Dataset entries
****************************************
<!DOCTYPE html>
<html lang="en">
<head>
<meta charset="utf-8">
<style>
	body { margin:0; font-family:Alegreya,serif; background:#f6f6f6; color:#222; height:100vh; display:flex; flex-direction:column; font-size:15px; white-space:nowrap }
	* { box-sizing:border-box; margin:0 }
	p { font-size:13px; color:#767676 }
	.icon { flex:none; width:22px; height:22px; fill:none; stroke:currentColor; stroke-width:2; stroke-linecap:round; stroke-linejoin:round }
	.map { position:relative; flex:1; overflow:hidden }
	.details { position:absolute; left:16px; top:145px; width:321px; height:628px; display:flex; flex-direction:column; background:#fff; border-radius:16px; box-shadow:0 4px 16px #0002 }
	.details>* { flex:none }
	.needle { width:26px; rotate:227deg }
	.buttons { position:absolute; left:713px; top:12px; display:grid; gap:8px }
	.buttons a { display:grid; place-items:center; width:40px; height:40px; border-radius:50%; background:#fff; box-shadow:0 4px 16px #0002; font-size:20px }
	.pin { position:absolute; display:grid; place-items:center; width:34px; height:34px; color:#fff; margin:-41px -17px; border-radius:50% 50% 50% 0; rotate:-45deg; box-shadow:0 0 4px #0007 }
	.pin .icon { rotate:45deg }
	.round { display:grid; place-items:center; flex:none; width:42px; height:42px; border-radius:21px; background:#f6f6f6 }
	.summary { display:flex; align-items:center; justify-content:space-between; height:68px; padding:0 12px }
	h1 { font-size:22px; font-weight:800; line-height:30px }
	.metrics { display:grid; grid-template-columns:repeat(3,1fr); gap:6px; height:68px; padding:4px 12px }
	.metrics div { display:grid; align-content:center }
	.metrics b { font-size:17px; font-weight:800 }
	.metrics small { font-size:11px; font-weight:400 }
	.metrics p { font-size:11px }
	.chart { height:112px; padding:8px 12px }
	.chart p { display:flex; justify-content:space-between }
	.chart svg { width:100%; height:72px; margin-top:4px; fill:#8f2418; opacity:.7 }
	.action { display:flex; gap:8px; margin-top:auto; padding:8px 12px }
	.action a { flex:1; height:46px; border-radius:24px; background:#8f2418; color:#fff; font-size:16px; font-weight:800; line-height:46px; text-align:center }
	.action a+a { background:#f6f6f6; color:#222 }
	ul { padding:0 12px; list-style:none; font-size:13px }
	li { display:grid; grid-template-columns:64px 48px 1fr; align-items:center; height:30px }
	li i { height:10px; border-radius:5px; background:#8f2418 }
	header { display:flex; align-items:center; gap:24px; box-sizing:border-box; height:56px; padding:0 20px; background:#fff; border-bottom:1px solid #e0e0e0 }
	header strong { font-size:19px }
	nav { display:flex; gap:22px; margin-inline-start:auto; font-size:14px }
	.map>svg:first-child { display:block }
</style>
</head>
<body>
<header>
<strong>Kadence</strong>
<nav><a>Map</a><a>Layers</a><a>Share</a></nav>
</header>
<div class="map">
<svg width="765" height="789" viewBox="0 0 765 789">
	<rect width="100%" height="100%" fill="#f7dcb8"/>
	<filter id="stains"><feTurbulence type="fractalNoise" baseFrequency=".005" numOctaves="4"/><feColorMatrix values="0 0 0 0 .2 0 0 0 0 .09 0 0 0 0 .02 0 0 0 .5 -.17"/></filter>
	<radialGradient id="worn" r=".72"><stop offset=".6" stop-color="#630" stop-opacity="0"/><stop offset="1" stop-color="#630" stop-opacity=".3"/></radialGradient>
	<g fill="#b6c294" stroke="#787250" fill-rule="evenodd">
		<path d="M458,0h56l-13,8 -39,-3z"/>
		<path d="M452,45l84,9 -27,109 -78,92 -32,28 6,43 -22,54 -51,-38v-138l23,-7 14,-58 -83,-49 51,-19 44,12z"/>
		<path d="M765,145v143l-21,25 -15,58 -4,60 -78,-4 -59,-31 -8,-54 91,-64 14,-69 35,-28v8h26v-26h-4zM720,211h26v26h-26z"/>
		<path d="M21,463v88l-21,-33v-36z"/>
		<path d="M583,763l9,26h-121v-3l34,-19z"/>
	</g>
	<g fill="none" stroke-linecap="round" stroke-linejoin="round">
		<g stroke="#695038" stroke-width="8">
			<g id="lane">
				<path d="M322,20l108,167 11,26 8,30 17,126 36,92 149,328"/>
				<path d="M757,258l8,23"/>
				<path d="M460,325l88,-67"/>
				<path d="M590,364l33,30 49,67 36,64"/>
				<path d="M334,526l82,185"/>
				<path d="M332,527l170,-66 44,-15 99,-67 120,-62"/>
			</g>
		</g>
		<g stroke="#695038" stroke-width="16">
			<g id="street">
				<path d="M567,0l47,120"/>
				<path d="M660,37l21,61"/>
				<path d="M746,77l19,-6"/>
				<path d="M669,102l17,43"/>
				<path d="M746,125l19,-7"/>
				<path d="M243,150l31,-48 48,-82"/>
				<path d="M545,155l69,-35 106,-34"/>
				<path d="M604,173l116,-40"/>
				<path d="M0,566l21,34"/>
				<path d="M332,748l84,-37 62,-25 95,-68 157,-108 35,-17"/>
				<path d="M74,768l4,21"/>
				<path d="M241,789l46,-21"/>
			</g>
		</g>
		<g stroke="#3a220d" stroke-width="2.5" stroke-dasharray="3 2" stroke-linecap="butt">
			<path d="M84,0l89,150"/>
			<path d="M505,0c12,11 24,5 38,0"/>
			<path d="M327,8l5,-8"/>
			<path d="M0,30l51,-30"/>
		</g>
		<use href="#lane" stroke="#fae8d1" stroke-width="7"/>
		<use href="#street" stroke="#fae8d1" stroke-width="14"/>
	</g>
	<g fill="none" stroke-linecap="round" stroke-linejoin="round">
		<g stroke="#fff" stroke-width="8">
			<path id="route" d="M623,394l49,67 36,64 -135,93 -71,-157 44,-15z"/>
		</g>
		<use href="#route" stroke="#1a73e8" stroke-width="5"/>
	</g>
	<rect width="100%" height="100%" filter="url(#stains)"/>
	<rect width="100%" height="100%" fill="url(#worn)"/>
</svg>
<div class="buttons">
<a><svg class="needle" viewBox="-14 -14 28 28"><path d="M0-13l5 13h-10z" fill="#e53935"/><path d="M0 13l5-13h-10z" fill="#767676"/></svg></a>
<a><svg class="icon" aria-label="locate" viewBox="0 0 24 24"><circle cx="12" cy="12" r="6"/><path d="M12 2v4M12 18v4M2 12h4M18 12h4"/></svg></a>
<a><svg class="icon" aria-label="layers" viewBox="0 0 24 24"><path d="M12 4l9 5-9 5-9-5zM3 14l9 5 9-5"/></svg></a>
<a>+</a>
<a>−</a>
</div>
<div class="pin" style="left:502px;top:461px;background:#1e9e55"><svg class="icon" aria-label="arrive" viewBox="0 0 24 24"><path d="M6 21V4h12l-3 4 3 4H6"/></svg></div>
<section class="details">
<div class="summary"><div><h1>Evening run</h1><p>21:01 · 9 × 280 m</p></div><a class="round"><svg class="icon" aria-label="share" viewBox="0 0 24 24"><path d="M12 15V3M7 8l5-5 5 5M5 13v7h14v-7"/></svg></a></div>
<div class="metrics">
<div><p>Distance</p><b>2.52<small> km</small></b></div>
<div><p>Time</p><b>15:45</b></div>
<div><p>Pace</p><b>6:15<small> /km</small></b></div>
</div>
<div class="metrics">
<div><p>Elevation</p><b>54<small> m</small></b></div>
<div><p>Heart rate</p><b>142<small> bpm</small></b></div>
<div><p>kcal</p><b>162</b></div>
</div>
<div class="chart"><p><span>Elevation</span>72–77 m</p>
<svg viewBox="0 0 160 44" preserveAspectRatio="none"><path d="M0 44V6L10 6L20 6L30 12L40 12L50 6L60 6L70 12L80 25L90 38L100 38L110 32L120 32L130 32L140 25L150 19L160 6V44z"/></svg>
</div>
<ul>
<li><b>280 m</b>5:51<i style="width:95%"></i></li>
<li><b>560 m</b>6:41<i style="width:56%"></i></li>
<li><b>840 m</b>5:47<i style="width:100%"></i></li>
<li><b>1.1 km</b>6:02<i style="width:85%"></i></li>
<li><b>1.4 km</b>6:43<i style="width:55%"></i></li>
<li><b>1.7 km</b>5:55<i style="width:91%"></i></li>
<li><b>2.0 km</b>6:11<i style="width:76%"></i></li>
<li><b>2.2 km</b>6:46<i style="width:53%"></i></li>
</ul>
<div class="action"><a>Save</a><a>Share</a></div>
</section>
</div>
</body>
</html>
****************************************
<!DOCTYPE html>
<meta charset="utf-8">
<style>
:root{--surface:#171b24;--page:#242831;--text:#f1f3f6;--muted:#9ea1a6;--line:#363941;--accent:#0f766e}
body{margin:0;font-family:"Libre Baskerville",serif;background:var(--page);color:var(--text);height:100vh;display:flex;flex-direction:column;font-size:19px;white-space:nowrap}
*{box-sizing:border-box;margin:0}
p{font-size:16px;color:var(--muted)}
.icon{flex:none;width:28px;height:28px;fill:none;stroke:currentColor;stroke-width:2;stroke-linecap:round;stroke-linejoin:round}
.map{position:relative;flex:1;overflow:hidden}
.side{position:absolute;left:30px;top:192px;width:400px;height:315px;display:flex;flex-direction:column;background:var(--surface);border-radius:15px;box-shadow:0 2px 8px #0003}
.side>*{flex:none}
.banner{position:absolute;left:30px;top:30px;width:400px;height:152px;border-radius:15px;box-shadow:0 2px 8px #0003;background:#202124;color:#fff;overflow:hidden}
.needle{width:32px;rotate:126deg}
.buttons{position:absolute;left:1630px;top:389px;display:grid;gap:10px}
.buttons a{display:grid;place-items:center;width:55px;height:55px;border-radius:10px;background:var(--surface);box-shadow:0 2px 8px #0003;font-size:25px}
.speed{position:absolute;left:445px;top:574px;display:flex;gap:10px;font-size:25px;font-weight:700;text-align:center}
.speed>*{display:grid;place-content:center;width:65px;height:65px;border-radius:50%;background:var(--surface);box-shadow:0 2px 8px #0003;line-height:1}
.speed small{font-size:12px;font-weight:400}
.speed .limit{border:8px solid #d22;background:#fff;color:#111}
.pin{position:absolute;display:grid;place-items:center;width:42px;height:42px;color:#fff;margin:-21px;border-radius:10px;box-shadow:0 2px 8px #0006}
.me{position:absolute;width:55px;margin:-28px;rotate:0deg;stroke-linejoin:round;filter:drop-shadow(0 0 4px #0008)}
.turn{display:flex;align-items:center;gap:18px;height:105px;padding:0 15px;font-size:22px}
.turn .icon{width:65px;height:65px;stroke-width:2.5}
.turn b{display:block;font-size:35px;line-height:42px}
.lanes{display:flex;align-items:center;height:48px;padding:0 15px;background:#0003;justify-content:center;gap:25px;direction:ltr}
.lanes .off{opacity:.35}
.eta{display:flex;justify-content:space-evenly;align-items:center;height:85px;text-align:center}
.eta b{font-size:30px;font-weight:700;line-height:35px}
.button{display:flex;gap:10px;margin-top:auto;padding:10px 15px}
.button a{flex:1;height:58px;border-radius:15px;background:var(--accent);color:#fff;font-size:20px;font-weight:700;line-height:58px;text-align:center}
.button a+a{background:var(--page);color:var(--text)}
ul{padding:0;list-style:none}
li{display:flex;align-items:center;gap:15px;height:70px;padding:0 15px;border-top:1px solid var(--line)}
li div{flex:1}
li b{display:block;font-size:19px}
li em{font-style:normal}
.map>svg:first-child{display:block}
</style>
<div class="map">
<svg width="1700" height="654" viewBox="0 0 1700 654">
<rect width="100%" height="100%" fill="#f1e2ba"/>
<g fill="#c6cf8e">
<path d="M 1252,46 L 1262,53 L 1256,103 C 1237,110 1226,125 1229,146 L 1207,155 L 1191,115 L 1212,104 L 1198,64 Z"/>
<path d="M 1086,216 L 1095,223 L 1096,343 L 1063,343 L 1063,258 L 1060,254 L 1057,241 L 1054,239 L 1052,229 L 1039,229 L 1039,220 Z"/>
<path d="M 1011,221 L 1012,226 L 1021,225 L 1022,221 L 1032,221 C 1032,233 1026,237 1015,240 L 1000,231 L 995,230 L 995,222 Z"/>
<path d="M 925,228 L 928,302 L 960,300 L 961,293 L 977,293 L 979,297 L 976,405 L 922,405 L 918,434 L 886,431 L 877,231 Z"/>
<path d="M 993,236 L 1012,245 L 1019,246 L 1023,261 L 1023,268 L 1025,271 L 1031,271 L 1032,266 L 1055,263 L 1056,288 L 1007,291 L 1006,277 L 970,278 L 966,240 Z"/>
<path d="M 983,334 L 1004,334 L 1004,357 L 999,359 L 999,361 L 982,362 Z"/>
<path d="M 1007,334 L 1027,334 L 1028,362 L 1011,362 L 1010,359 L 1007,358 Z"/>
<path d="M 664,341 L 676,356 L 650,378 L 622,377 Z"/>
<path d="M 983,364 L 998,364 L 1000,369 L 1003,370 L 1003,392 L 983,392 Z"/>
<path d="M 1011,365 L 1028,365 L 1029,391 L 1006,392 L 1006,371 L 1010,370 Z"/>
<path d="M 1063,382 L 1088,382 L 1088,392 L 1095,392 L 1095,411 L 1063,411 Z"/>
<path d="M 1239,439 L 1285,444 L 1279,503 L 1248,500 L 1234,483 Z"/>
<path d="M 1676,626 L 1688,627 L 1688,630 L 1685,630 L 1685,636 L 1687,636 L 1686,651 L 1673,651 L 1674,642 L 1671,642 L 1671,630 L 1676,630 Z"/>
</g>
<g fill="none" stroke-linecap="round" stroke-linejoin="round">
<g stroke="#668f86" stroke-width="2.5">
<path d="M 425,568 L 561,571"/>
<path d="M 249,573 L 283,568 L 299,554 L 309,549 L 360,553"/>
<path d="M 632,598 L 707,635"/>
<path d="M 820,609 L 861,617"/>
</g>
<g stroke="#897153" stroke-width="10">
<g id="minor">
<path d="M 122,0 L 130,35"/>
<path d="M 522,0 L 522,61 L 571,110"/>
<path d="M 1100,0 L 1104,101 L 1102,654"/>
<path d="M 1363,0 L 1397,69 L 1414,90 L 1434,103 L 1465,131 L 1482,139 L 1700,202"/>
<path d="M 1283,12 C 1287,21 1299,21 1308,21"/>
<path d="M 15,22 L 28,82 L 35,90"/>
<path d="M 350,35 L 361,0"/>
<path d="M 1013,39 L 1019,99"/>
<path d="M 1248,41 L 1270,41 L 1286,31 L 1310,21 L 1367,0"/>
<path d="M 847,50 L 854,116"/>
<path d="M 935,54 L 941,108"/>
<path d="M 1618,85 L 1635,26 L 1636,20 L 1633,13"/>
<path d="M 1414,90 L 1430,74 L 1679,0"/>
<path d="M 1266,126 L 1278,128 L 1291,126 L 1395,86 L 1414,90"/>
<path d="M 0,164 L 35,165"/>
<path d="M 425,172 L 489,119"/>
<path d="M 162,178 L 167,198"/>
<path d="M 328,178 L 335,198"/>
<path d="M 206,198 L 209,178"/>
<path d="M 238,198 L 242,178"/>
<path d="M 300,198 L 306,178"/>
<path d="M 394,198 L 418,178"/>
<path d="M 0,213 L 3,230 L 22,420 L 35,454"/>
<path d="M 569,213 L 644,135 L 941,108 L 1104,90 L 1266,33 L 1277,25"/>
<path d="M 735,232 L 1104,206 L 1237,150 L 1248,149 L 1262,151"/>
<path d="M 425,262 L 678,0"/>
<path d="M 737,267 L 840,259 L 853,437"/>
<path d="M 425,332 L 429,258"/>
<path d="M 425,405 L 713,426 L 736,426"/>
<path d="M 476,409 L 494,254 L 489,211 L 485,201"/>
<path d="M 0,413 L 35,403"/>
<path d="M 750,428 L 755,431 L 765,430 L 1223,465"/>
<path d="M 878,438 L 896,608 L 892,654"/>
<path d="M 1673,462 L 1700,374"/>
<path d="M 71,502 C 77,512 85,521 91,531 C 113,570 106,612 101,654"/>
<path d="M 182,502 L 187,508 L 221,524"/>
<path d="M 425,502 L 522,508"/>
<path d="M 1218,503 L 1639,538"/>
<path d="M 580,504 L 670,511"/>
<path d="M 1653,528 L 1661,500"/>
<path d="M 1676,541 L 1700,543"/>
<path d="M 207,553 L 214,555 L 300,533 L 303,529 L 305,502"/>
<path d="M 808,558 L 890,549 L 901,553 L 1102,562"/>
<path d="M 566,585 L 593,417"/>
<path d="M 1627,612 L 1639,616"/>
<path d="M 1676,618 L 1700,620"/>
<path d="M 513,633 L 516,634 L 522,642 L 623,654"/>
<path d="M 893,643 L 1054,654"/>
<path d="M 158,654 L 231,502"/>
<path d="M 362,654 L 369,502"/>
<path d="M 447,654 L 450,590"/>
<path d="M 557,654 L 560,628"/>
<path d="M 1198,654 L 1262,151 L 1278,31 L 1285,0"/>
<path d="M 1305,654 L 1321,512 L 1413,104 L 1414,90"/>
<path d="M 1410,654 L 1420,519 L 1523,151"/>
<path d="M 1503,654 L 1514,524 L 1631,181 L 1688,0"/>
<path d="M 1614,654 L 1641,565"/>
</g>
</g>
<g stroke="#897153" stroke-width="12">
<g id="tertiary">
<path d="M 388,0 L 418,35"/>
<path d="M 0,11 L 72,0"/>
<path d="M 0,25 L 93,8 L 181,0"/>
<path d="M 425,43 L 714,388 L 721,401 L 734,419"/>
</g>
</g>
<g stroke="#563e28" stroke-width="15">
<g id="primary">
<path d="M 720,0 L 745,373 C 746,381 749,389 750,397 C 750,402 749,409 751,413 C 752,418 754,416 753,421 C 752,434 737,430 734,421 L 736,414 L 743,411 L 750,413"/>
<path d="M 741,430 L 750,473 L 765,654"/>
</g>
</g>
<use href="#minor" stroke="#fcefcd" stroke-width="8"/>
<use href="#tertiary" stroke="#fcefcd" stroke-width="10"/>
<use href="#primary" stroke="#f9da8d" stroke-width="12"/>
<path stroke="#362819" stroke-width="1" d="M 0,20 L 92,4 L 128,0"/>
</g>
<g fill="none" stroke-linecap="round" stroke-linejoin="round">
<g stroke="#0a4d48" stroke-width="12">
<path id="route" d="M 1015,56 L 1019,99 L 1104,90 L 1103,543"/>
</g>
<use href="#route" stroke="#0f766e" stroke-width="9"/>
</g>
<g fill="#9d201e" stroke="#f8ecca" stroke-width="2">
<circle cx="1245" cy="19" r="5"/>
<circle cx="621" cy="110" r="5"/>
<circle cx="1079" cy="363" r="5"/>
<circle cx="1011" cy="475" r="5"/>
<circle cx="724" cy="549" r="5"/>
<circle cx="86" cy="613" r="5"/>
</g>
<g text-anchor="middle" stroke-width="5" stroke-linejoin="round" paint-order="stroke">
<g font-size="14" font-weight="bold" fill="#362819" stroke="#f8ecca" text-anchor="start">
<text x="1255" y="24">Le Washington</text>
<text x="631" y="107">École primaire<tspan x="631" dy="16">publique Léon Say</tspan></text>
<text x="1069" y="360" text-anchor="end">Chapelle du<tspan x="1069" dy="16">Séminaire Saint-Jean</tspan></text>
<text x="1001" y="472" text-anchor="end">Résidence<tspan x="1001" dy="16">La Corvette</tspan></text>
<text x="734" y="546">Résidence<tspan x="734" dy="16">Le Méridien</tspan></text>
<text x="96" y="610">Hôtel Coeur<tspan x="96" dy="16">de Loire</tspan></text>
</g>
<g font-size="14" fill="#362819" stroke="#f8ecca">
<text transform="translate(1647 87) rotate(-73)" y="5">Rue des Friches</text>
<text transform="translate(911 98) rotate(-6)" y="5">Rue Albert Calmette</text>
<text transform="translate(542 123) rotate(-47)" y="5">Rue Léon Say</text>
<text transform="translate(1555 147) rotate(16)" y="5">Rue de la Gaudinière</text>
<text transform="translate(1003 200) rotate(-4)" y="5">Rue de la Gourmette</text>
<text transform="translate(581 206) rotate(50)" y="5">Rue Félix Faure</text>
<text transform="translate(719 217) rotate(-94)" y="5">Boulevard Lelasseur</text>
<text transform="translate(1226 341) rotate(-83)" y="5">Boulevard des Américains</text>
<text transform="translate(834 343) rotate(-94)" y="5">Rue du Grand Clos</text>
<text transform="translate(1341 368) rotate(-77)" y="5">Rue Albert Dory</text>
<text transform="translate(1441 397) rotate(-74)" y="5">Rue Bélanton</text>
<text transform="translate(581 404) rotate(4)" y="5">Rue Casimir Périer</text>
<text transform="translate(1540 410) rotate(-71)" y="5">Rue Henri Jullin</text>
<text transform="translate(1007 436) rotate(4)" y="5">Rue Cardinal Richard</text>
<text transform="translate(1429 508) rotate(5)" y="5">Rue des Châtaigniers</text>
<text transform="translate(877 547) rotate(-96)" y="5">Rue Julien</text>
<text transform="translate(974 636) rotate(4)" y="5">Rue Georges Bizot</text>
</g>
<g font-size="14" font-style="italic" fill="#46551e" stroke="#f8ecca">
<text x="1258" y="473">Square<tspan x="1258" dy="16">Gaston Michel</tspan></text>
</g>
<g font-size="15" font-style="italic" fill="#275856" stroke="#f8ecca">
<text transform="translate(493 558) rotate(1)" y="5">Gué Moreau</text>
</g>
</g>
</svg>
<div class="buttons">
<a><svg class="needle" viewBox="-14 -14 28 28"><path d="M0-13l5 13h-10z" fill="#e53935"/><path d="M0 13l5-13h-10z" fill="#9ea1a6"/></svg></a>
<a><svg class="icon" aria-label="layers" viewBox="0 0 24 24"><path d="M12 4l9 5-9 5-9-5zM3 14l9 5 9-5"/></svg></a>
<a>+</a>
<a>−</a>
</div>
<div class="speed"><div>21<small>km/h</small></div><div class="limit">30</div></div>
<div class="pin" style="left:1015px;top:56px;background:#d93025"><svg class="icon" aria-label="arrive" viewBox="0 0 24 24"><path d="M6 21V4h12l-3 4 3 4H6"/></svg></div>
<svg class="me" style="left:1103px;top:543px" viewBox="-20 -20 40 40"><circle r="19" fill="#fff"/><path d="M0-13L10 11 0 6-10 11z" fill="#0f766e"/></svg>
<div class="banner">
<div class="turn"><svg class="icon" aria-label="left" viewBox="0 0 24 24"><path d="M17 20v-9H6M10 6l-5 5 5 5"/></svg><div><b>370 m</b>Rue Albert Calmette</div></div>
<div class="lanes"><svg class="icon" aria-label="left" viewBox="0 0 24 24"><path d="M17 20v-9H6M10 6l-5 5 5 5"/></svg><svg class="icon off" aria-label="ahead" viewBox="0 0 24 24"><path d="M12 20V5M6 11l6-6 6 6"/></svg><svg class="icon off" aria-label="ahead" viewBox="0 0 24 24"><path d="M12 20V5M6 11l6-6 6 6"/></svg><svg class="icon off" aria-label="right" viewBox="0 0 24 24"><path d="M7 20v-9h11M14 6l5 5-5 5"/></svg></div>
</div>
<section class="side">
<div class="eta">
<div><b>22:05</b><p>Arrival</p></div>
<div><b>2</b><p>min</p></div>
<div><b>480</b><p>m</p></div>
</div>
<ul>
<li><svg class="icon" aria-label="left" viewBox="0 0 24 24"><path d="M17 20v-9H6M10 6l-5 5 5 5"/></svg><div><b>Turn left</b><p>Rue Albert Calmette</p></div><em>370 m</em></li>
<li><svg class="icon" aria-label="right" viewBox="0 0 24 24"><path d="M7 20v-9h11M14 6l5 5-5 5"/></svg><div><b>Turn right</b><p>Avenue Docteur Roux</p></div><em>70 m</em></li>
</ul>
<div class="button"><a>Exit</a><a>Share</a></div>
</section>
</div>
****************************************
*Your goal*.
From the entries above, give again exactly the lines running from the line with "flex:none; width:22px; height:22px;" to the line with "position:relative; flex:1; overflow:hidden"; include both of those lines.

*Output for this exercise*.
	.icon { flex:none; width:22px; height:22px; fill:none; stroke:currentColor; stroke-width:2; stroke-linecap:round; stroke-linejoin:round }
	.map { position:relative; flex:1; overflow:hidden }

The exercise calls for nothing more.